::: Data provided :::

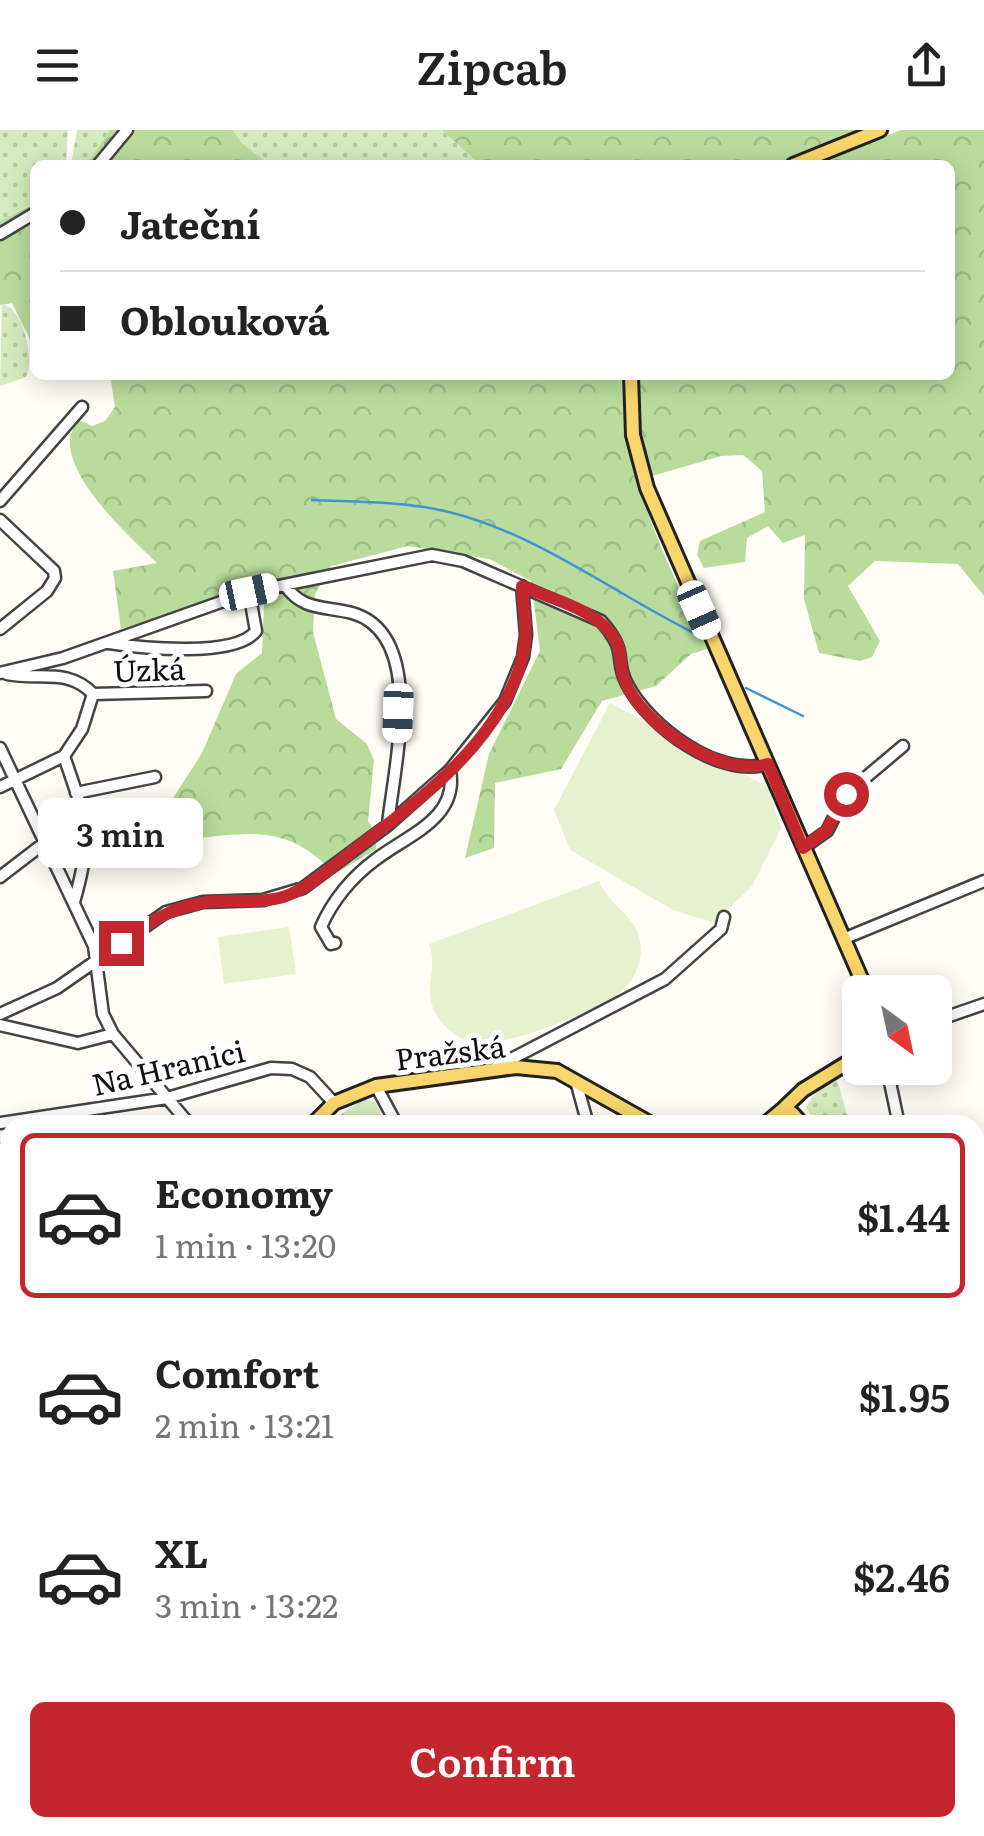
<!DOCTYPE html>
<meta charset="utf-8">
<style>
body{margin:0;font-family:Literata,serif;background:#f2f2f2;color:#222;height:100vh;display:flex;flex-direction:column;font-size:38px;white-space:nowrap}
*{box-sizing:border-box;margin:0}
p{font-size:32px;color:#767676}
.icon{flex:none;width:55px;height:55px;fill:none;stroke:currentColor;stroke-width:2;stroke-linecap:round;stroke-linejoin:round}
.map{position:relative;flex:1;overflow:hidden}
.drawer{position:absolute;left:0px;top:985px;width:985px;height:722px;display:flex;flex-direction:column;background:#fff;border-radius:30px 30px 0 0;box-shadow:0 5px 25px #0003}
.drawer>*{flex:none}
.top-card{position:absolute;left:30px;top:30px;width:925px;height:220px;border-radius:15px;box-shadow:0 5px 25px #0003;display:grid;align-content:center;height:220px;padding:0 30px;background:#fff}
.needle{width:65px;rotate:147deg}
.fabs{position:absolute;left:842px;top:845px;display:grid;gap:20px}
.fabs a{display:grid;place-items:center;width:110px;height:110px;border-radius:15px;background:#fff;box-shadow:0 5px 25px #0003;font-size:50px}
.end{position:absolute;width:45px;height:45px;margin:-22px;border:12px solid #c4262e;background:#fff;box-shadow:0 0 0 5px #fff}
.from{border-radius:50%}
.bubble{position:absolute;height:70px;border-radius:15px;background:#fff;box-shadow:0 5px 25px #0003;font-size:32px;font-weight:600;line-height:70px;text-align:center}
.car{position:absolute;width:30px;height:60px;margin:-30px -15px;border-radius:12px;box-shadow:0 0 8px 2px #0007;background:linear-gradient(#fff 24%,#345 0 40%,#fff 0 76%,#345 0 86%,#fff 0)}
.top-card b{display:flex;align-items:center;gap:35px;height:95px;font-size:38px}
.top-card b+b{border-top:2px solid #e0e0e0}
.top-card i{width:25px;height:25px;background:#222}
ul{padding:18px 0 0;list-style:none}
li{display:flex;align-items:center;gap:30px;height:165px;margin:0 20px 15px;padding:0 10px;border:5px solid transparent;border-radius:15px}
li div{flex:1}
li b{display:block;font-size:38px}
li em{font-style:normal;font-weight:600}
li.selected{border-color:#c4262e}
li>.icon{width:90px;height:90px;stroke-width:1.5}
.primary-button{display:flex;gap:20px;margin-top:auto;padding:20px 30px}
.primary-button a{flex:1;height:115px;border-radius:15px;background:#c4262e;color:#fff;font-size:40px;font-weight:600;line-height:115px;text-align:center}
header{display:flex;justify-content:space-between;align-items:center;height:130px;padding:0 30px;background:#fff;font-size:45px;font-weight:600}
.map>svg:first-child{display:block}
.grass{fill:url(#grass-dots)}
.forest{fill:url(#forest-crowns)}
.park{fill:url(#park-tufts)}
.pitch{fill:#e6f2cf}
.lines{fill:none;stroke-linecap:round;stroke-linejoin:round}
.stream{stroke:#3f96cf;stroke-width:2.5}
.minor-casing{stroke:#444;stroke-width:15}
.major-casing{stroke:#222;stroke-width:18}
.minor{stroke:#fff;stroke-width:10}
.major{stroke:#f9d66b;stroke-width:12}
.rail-casing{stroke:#c4262e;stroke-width:6}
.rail{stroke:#fff;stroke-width:2.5;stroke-dasharray:8;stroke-linecap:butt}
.route{stroke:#c4262e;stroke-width:12}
.labels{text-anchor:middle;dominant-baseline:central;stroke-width:10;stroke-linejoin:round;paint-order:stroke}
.street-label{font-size:30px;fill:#111;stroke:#fff}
</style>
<header><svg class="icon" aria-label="menu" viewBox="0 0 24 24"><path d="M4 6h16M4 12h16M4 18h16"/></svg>Zipcab<svg class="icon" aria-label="share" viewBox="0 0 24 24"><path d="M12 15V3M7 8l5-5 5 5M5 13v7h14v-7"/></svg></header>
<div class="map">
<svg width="984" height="1706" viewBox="0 0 984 1706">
<defs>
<pattern id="grass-dots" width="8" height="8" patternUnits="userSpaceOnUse" patternTransform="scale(2.5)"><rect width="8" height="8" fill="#d5ebbd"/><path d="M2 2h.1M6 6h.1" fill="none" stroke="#b6c8a1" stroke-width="1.8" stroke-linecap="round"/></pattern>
<pattern id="forest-crowns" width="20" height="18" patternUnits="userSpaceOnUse" patternTransform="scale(2.5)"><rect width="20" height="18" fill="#b9dc9c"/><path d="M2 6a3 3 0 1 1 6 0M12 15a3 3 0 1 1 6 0" fill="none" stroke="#9ebc85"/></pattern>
<pattern id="park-tufts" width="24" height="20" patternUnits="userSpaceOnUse" patternTransform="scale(2.5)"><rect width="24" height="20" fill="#d5ebbd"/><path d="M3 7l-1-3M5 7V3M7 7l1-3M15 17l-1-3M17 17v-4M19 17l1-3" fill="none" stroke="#b6c8a1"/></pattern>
</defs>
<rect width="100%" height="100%" fill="#fffdf5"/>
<path class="grass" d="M0,0h68l-2,31 -6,-2 4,6h-29v37l-35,19z
M77,0h33l-24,35h-15z
M233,0h209l38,35h-210l-28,-22z
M2,174c21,3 33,55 24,73l-26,9z
M837,950l12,41 -10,-7 -10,11h-12l-11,-18 9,-14z
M975,1308l9,43 -7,2 7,48 -9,-16z"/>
<path class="forest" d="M110,0h123l9,13 28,22h-184z
M442,0h416l-86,35h-292z
M901,0h83v466l-26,-32 -83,-3 -27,25 32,55 -8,16 -12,4 -41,-8 -15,-54 1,-64 -22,8 -15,-17 -21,12 -2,24 -41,6 -7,-13 3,-14 65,-29 -3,-41 -19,-16 -22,1 -69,20 -11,-42 -2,-55 1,-4h310v-210h-135z
M35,73v143h-2l-21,-43 -12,2v-84z
M110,245h513c-4,99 45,186 84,274l-16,5 -35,32 -54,15 -41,68 -66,14 -1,65 -29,10 24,-104 51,-103 -9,-70 -42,-22 -81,-13 -77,20 -16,28 -2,38 23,87 31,25 7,16 -6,61 8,12v16l-41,25c-49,-52 -87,-41 -153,-34l-12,-13 3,-29 29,-45 34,-79 26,-21 2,-48 -20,-16 -123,40 -8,-58 44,-8c-27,-26 -115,-104 -78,-143l13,6 13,-5 10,-14z"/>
<path class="park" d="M363,969l12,3 12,23h-61z
M975,1597l9,1v108h-118l-2,-8h111z
M190,1698h79l18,8h-103z"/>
<path class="pitch" d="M610,573l158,84 13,41 -29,58 -38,37 -41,-13 -103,-60 -16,-40z
M599,751c11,28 42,34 42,70 -1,16 -8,30 -20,41 -19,17 -112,53 -137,51 -15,0 -31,-7 -41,-19 -26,-30 -3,-52 -14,-80z
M289,797l7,47 -72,10 -6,-47z"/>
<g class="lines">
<path class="stream" d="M312,370c44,2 93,1 137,12 89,22 166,82 247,122
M746,558l57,28"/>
<defs>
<path id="minor" d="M98,35l29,-35
M0,104l35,-21
M0,371l82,-94
M0,390l54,51 1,7 -8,13 -47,38
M285,455c17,26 40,21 67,28 75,21 42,154 36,211
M109,513c32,5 126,15 147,-12l-7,-39
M0,543l63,-15 186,-66 183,-37 31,6 138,60c29,33 12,36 26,63 21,41 91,95 141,80
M7,544c31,7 61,-7 86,20l-11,35 -18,27
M93,564l113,-3
M0,618l94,198 9,68 10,20 77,91
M64,626c22,66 30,77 10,146
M0,657l64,-31
M76,663l79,-16
M803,718l24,-17 19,-37 57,-48
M0,747l43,-33
M843,809l141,-58
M335,813l-4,1 -10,-17c11,-26 31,-50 54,-67 32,-25 84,-41 75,-90
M0,884l57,-26 109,-76 37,-10 60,-2 40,-12 85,-63 62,-55 55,-69 18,-44 3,-22 -4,-49
M935,891l49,-17
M0,895l78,18 35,-9
M496,937l169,-88 56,-50 3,-12
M887,938l12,57
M576,951l12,44
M376,956l21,39
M0,993l167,-25 104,-30 21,1 18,8 24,26
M0,1063l10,-3
M0,1147l10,1
M975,1184l9,-8
M975,1232l9,-2
M0,1244l10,5
M975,1255l9,-2
M975,1275l9,-8
M975,1395l9,11
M0,1465l10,12
M975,1469l9,-2
M0,1541l10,-17
M0,1549l10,6
M975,1591h9
M0,1686l10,5
M25,1698l19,8
M269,1698l18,8
M420,1698l3,8
M525,1698l6,8
M860,1698l3,8
M184,1706l6,-8"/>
<path id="major" d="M793,35l87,-35
M631,245l2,60 14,53 220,504
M781,981l22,-21 57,-35
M312,995l22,-22 42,-17 140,-19 41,4 96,54
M764,995l17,-14 11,2 11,12
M0,1021h10
M636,1706l12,-5 14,5"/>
</defs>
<use href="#minor" class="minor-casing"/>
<use href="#major" class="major-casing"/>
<use href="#minor" class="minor"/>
<use href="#major" class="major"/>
<defs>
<path id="rail" d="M982,1314h2
M444,1706l1,-8"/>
</defs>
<use href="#rail" class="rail-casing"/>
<use href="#rail" class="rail"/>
</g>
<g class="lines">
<path class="route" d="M121,813c25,-19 49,-35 81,-40 28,-5 57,2 84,-7 24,-9 44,-28 64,-43 66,-50 153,-112 173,-198 5,-23 1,-46 -1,-69 24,11 63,21 82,40 23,22 12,31 21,55 16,43 96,98 143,83l35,84 24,-18 19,-36"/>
</g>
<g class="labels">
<g class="street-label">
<text transform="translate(149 538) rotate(-2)">Úzká</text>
<text transform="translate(450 921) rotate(-7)">Pražská</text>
<text transform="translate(168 936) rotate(-13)">Na Hranici</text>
</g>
</g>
</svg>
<div class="fabs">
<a><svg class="needle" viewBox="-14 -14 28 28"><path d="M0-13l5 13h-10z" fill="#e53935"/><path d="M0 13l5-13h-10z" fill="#767676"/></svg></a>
</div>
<i class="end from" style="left:846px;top:664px"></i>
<i class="end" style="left:121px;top:813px"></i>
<div class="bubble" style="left:38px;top:668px;width:165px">3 min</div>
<i class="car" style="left:249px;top:462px;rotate:78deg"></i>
<i class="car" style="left:699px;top:480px;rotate:156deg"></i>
<i class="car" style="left:398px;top:583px;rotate:182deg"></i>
<div class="top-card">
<b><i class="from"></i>Jateční</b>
<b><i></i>Oblouková</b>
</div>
<section class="drawer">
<ul>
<li class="selected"><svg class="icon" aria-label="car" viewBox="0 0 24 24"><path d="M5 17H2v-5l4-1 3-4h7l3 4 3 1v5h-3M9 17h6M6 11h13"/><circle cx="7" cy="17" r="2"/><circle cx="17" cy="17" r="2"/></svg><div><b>Economy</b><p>1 min · 13:20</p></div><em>$1.44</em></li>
<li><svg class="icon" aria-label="car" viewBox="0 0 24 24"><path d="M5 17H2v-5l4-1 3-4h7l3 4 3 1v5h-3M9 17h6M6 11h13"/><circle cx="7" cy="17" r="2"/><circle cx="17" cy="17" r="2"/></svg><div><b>Comfort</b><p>2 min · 13:21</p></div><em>$1.95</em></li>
<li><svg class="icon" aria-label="car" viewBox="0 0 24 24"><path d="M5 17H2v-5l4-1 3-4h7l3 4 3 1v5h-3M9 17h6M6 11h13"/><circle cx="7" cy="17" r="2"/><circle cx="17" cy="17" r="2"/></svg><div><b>XL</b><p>3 min · 13:22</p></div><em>$2.46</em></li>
</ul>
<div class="primary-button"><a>Confirm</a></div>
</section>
</div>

:::

> [What you are asked to do] Find the word "casing" in the records. Copy every line it appears in.

> [Answer for this exercise]
.minor-casing{stroke:#444;stroke-width:15}
.major-casing{stroke:#222;stroke-width:18}
.rail-casing{stroke:#c4262e;stroke-width:6}
<use href="#minor" class="minor-casing"/>
<use href="#major" class="major-casing"/>
<use href="#rail" class="rail-casing"/>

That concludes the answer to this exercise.